- [Activity] Using the records below, give again exactly the lines from the line that contains "M 486,25 L 486,44" through the line that contains "M 26,1291 L", both ends included, and only those.

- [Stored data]
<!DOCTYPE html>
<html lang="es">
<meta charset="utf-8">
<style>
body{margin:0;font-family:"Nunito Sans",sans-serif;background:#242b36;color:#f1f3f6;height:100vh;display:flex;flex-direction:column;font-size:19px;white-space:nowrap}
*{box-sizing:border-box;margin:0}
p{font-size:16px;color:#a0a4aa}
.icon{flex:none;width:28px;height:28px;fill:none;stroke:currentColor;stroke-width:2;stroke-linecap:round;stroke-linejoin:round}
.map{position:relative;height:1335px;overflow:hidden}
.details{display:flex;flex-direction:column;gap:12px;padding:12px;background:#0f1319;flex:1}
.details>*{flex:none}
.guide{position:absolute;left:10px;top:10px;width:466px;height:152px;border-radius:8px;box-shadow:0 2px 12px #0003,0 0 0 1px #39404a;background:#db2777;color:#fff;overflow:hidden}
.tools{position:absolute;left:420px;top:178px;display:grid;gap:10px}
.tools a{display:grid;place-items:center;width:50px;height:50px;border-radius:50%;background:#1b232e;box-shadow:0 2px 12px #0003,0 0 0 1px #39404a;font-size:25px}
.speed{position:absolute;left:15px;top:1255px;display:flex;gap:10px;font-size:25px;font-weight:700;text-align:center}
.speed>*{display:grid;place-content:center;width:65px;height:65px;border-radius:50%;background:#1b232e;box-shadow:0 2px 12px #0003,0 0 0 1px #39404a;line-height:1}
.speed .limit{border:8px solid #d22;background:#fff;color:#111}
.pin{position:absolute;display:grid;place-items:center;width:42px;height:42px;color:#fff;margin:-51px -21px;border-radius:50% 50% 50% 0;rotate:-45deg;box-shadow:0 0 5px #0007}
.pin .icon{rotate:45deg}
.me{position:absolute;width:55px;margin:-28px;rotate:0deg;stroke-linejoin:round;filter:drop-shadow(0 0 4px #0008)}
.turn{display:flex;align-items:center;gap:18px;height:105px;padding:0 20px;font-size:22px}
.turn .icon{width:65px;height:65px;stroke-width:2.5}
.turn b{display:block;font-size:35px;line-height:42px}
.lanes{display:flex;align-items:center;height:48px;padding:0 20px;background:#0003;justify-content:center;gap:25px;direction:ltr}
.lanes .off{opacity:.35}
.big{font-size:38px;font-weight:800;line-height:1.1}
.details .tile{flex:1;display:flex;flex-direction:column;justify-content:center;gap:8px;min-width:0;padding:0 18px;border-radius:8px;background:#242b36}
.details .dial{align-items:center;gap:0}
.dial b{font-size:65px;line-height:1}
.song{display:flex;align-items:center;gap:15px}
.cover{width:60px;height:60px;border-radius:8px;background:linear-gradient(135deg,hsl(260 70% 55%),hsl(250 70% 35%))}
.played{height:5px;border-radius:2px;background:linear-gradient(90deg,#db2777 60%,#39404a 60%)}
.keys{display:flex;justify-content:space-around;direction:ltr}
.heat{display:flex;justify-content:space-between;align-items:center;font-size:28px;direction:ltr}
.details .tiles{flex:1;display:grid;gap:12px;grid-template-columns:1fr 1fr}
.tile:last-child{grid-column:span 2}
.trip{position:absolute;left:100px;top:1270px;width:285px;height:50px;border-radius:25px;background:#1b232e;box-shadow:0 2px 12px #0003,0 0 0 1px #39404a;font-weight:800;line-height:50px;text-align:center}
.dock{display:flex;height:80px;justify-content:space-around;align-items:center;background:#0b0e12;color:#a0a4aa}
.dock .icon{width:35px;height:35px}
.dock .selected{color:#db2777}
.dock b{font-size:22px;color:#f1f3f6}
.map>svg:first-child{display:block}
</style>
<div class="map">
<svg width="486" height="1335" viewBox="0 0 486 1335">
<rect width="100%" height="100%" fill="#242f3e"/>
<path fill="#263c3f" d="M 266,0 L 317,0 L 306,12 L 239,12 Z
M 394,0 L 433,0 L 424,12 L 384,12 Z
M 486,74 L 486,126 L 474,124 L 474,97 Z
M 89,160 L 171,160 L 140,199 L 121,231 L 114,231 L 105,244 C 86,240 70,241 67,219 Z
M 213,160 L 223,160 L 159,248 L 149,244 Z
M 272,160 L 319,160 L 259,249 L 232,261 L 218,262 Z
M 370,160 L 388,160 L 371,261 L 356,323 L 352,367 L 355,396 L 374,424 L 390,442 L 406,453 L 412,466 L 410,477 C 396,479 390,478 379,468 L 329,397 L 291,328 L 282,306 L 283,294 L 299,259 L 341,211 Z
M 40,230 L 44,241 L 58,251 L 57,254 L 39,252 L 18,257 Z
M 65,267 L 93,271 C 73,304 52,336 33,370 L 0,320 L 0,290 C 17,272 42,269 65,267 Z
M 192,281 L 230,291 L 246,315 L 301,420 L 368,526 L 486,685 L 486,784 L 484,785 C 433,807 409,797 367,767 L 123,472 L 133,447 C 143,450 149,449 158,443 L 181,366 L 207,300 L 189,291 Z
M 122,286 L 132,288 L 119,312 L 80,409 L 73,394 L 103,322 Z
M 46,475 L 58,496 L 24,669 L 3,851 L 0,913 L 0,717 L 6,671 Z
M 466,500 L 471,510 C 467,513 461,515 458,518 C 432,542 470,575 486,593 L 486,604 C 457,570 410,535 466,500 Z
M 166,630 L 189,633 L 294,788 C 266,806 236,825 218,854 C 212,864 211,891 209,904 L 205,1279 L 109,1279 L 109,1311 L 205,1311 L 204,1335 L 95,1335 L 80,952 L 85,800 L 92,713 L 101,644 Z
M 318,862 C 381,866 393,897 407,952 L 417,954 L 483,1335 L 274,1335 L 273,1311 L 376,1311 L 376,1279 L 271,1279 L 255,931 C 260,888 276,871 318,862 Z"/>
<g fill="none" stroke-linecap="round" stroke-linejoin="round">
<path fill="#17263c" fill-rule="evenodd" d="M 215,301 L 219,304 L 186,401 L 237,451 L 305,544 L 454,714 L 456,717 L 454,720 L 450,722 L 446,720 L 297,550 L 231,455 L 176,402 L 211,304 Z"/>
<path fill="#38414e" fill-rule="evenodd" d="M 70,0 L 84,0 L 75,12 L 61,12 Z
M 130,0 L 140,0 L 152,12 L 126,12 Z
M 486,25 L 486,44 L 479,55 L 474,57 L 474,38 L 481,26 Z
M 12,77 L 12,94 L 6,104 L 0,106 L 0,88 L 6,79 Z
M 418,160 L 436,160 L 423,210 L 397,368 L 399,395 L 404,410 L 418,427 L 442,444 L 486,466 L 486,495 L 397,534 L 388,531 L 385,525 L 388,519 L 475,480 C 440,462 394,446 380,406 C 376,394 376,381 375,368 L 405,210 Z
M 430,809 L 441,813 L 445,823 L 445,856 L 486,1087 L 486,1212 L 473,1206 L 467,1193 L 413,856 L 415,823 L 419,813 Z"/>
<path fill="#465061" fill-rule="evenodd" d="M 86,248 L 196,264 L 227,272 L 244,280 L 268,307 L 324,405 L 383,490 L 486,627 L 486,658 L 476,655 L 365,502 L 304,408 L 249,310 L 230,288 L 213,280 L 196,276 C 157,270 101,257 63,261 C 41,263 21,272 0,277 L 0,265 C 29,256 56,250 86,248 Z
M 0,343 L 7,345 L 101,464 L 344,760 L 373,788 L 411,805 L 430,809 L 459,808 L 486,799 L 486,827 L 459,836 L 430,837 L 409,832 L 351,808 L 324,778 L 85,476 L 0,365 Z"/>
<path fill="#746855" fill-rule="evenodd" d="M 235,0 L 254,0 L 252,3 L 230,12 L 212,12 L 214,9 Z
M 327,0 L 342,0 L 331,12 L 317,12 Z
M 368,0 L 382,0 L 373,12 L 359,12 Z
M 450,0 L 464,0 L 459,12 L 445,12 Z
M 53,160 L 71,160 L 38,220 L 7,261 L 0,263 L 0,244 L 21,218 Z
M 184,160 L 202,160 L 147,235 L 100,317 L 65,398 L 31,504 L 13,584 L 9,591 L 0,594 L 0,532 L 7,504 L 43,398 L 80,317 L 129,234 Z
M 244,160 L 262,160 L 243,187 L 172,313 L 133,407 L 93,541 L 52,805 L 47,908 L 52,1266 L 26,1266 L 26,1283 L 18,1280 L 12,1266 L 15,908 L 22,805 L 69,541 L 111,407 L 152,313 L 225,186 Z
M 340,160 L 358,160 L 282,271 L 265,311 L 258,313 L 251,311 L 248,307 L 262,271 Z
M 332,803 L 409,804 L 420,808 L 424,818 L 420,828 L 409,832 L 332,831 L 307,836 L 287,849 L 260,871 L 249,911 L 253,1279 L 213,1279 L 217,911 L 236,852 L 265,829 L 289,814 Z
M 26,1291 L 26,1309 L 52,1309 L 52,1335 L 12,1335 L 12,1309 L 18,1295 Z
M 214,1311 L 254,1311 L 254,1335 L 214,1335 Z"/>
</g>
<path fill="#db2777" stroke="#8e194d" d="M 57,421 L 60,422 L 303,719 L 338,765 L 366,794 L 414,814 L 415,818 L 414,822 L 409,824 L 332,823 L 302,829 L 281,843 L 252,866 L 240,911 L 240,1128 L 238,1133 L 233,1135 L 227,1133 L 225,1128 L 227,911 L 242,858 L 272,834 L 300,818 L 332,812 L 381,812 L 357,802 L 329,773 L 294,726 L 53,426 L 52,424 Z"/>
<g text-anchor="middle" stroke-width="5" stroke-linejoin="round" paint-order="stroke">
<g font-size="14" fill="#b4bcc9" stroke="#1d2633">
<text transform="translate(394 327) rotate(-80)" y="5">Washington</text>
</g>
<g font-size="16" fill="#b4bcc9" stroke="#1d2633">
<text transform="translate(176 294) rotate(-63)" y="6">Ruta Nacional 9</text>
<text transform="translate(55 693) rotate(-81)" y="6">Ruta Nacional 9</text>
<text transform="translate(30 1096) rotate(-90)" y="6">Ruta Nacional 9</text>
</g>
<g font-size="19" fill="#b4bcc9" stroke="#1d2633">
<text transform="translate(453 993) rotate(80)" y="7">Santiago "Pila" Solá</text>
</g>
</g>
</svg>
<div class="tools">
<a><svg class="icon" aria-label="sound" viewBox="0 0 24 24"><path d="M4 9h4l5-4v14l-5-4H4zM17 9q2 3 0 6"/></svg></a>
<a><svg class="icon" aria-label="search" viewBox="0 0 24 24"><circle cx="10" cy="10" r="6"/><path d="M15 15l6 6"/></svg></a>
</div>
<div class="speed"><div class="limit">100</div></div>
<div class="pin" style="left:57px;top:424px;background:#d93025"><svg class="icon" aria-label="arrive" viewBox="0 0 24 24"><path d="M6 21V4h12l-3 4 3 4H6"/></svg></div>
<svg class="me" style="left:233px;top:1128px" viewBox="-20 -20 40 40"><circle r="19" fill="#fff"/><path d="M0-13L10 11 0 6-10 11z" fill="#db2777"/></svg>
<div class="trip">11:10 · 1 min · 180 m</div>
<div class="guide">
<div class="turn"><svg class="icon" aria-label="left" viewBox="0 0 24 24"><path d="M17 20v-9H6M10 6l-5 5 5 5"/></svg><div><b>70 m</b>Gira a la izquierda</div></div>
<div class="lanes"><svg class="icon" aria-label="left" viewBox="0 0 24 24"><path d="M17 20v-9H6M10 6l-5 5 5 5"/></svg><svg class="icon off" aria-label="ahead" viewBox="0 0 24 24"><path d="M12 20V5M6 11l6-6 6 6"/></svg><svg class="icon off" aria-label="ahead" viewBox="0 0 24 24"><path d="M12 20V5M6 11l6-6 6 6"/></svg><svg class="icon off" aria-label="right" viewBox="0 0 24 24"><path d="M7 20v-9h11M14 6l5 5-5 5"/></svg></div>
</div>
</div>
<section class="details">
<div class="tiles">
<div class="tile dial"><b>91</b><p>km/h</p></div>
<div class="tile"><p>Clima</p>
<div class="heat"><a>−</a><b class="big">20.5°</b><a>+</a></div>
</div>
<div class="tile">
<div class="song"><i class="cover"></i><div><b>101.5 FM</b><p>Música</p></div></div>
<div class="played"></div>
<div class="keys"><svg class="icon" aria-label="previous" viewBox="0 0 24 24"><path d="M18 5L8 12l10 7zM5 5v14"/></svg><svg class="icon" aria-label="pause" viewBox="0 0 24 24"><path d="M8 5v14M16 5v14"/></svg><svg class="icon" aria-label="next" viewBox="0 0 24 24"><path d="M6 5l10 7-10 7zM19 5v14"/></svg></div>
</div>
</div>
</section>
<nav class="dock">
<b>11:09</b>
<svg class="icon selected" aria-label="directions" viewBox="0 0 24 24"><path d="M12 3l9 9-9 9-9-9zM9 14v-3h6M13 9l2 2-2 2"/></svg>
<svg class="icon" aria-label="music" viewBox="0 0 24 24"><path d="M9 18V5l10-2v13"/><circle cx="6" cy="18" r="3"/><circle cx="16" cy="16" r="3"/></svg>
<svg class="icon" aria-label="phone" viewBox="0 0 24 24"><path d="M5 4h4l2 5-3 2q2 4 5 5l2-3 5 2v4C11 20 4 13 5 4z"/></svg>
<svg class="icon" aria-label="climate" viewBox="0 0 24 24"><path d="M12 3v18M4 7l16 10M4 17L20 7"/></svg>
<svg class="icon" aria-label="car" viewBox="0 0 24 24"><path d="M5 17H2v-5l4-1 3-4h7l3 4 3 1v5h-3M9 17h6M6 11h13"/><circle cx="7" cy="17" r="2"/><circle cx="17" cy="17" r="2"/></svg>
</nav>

- [Completed task]
M 486,25 L 486,44 L 479,55 L 474,57 L 474,38 L 481,26 Z
M 12,77 L 12,94 L 6,104 L 0,106 L 0,88 L 6,79 Z
M 418,160 L 436,160 L 423,210 L 397,368 L 399,395 L 404,410 L 418,427 L 442,444 L 486,466 L 486,495 L 397,534 L 388,531 L 385,525 L 388,519 L 475,480 C 440,462 394,446 380,406 C 376,394 376,381 375,368 L 405,210 Z
M 430,809 L 441,813 L 445,823 L 445,856 L 486,1087 L 486,1212 L 473,1206 L 467,1193 L 413,856 L 415,823 L 419,813 Z"/>
<path fill="#465061" fill-rule="evenodd" d="M 86,248 L 196,264 L 227,272 L 244,280 L 268,307 L 324,405 L 383,490 L 486,627 L 486,658 L 476,655 L 365,502 L 304,408 L 249,310 L 230,288 L 213,280 L 196,276 C 157,270 101,257 63,261 C 41,263 21,272 0,277 L 0,265 C 29,256 56,250 86,248 Z
M 0,343 L 7,345 L 101,464 L 344,760 L 373,788 L 411,805 L 430,809 L 459,808 L 486,799 L 486,827 L 459,836 L 430,837 L 409,832 L 351,808 L 324,778 L 85,476 L 0,365 Z"/>
<path fill="#746855" fill-rule="evenodd" d="M 235,0 L 254,0 L 252,3 L 230,12 L 212,12 L 214,9 Z
M 327,0 L 342,0 L 331,12 L 317,12 Z
M 368,0 L 382,0 L 373,12 L 359,12 Z
M 450,0 L 464,0 L 459,12 L 445,12 Z
M 53,160 L 71,160 L 38,220 L 7,261 L 0,263 L 0,244 L 21,218 Z
M 184,160 L 202,160 L 147,235 L 100,317 L 65,398 L 31,504 L 13,584 L 9,591 L 0,594 L 0,532 L 7,504 L 43,398 L 80,317 L 129,234 Z
M 244,160 L 262,160 L 243,187 L 172,313 L 133,407 L 93,541 L 52,805 L 47,908 L 52,1266 L 26,1266 L 26,1283 L 18,1280 L 12,1266 L 15,908 L 22,805 L 69,541 L 111,407 L 152,313 L 225,186 Z
M 340,160 L 358,160 L 282,271 L 265,311 L 258,313 L 251,311 L 248,307 L 262,271 Z
M 332,803 L 409,804 L 420,808 L 424,818 L 420,828 L 409,832 L 332,831 L 307,836 L 287,849 L 260,871 L 249,911 L 253,1279 L 213,1279 L 217,911 L 236,852 L 265,829 L 289,814 Z
M 26,1291 L 26,1309 L 52,1309 L 52,1335 L 12,1335 L 12,1309 L 18,1295 Z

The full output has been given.